The User-unhandled option (enabled for all exceptions by default) will display a similar dialog whenever an exception is thrown to the event loop, indicating that it wasn’t handled by an app-provided error function (“user” code from the system’s perspective).

You typically turn on Thrown for only those exceptions you care about; turning them all on can make it very difficult to step through your app! But it’s especially helpful if you’re debugging an app and end up at the debugger line in the following bit of WinJS code, just before the app is terminated:

var terminateAppHandler = function (data, e) {

debugger;

MSApp.terminateApp(data);

};

If you turn on Thrown for all JavaScript exceptions, you’ll then see exactly where the exception occurred. You can also just check Thrown for only those exceptions you expect to catch.
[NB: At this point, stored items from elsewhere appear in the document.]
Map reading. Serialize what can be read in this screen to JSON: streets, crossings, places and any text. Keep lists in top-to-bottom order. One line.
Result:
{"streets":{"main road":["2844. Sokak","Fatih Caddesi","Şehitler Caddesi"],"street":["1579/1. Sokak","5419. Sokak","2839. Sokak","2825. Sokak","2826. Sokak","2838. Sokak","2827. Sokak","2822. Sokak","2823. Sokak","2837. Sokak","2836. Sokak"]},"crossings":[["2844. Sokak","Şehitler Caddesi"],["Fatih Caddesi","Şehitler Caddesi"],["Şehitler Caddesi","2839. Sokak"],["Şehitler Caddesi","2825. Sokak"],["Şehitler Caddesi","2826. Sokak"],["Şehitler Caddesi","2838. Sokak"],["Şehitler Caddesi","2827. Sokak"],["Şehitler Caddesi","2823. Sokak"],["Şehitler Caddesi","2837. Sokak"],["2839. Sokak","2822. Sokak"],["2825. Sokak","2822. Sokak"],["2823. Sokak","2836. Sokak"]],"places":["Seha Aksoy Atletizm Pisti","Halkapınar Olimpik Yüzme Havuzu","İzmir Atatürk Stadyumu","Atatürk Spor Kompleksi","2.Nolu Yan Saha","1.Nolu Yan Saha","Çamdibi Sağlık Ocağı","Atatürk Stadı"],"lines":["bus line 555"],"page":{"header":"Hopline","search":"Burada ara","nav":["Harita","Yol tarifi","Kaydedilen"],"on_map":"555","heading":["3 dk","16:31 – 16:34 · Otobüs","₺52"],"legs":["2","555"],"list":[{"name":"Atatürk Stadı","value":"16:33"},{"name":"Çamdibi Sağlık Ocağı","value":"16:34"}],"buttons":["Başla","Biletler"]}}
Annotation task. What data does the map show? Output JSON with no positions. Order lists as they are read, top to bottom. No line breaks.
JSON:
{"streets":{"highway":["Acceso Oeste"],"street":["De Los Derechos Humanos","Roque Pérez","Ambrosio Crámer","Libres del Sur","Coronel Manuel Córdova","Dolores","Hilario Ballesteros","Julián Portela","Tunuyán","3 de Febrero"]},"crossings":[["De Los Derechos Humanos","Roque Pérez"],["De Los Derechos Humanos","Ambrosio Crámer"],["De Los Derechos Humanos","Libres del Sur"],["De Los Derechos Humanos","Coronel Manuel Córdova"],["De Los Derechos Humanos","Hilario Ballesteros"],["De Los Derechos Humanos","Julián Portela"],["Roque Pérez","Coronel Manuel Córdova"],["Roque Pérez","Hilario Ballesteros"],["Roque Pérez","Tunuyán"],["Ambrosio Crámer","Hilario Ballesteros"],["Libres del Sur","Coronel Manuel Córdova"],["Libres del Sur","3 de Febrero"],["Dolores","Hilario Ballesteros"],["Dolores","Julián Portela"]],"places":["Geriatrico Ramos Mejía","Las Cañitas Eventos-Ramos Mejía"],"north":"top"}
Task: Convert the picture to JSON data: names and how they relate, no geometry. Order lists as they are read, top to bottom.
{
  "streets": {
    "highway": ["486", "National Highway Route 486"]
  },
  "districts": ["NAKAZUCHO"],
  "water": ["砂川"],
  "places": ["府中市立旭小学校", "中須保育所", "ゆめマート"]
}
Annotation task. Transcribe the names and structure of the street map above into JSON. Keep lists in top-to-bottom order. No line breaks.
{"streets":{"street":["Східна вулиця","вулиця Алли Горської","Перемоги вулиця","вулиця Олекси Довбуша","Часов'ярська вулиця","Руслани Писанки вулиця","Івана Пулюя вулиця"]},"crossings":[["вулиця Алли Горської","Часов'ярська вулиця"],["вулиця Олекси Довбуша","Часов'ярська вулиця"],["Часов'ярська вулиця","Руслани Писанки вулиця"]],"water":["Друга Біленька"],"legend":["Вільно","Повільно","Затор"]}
Do leave User-unhandled checked for everything else. In fact, unless you have a specific reason not to, make sure that User-unhandled is checked next to the topmost JavaScript Runtime Exceptions item because this includes all exceptions not otherwise listed. This way you can catch (and fix) exceptions that might abruptly terminate the app, which is something your customers should never experience.

WinJS.validation Speaking of exceptions, if you set WinJS.validation to true in your app, you’ll instruct WinJS to perform a few extra checks on arguments and internal state, and throw exceptions if something is amiss. Just search on “validation” in the WinJS source files for where it’s used.

Async Debugging

Working with asynchronous APIs presents a challenge where debugging is concerned. Although we have a means to sequence async operations with promise chains (or nested calls, for that matter), each step in the sequence involves an async call, so you can’t just step through as you would with synchronous code. If you try this, you’ll step through lots of promise code (in WinJS or the JavaScript projection layer for WinRT) rather than your completed handlers, which isn’t particularly helpful.

What you’ll need to do instead is set a breakpoint on the first line of each completed handler and on the first line of each error function. As each breakpoint is hit, you can step through that handler. When you reach the next async call in a completed handler, click the Continue button in Visual Studio so that the async operation can run. After that you’ll hit the breakpoint in the next completed handler or the breakpoint in the error handler.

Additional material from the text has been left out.